题目描述
Merge k sorted linked lists and return it as one sorted list. Analyze and describe its complexity.
解题思路
使用Priority Queue。这样保持每次取出的节点中是当前最小的,依次加入新的链表,从而得到合并的结果。
这个算法每个元素要读取一次,即是k*n次,然后每次读取元素要把新元素插入堆中要logk的复杂度,所以总时间复杂度是O(nklogk)。
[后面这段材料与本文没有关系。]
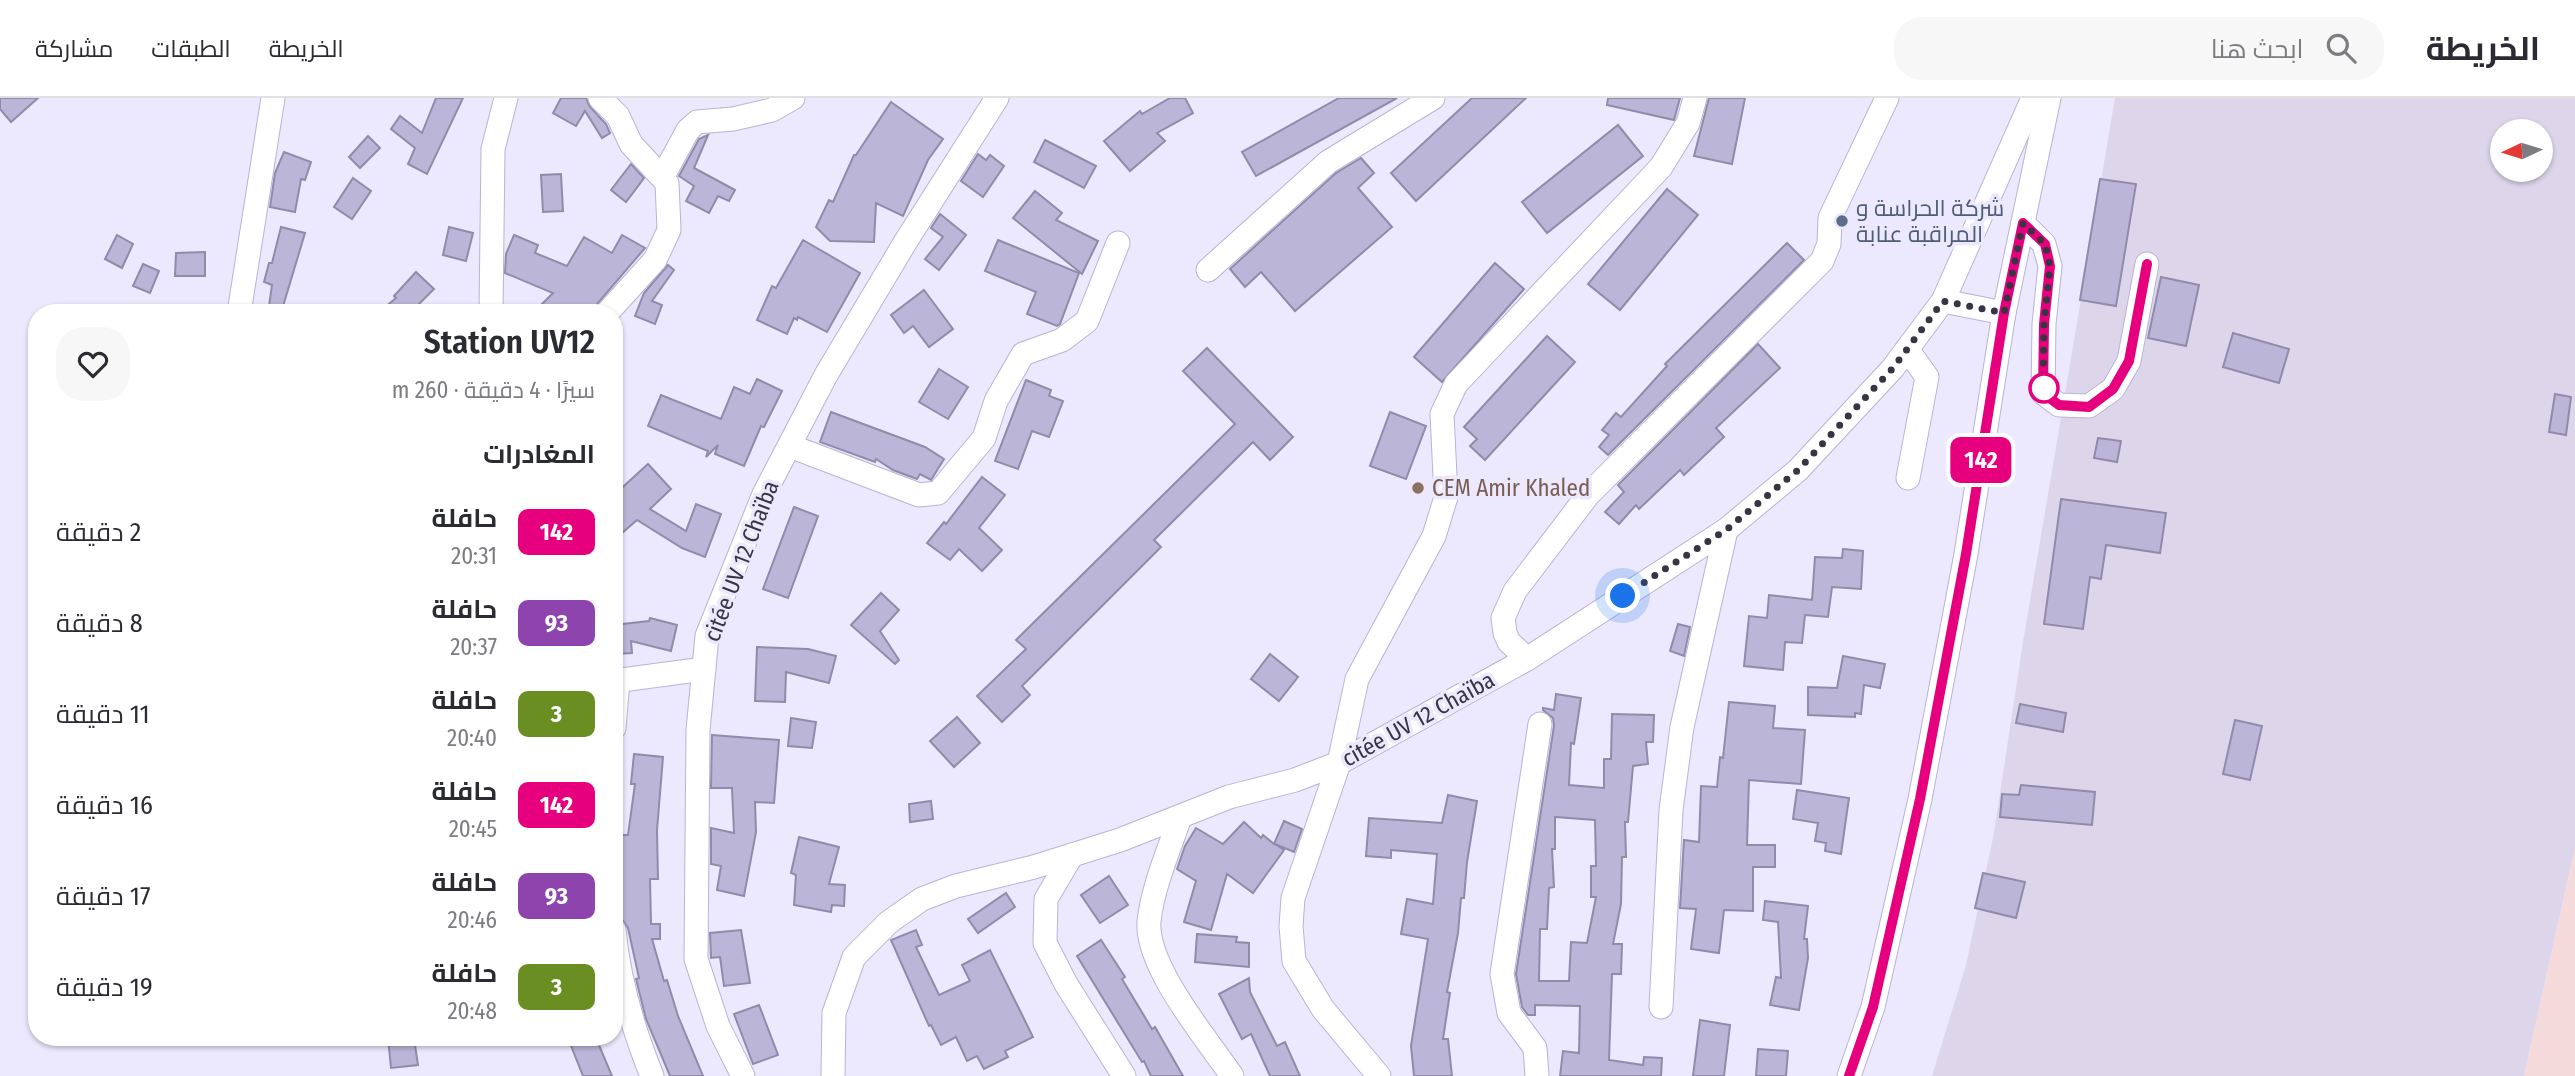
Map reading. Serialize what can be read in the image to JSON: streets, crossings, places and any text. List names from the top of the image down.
{
  "streets": {
    "street": ["citée UV 12 Chaïba"]
  },
  "places": ["شركة الحراسة و المراقبة عنابة", "CEM Amir Khaled"],
  "lines": ["bus line 142"],
  "north": "left",
  "page": {
    "header": "الخريطة",
    "search": "ابحث هنا",
    "nav": ["الخريطة", "الطبقات", "مشاركة"],
    "on_map": "142",
    "heading": [
      ["Station UV12", "سيرًا · 4 دقيقة · 260 m"],
      "المغادرات"
    ],
    "list": [
      {
        "mark": "142",
        "name": "حافلة",
        "note": "20:31",
        "value": "2 دقيقة"
      },
      {
        "mark": "93",
        "name": "حافلة",
        "note": "20:37",
        "value": "8 دقيقة"
      },
      {
        "mark": "3",
        "name": "حافلة",
        "note": "20:40",
        "value": "11 دقيقة"
      },
      {
        "mark": "142",
        "name": "حافلة",
        "note": "20:45",
        "value": "16 دقيقة"
      },
      {
        "mark": "93",
        "name": "حافلة",
        "note": "20:46",
        "value": "17 دقيقة"
      },
      {
        "mark": "3",
        "name": "حافلة",
        "note": "20:48",
        "value": "19 دقيقة"
      }
    ]
  }
}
空间复杂度是堆的大小,即为O(k)。
Java代码实现
/**
* Definition for singly-linked list.
* public class ListNode {
* int val;
* ListNode next;
* ListNode(int x) { val = x; }
* }
*/
class Solution {
public ListNode mergeKLists(ListNode[] lists) {
if (lists == null || lists.length == 0) {
return null;
}
// new PriorityQueue<>(lists.length, Comparator.comparingInt(o -> o.val));
PriorityQueue<ListNode> pq = new PriorityQueue<>(lists.length, (o1, o2) -> {
return Integer.compare(o1.val, o2.val);
});
ListNode dummy = new ListNode(0);
ListNode walk = dummy;
for (ListNode node : lists) {
if (node != null) {
pq.offer(node);
}
}
while (!pq.isEmpty()) {
walk.next = pq.poll();
walk = walk.next;
if (walk.next != null) {
pq.add(walk.next);
}
}
return dummy.next;
}
}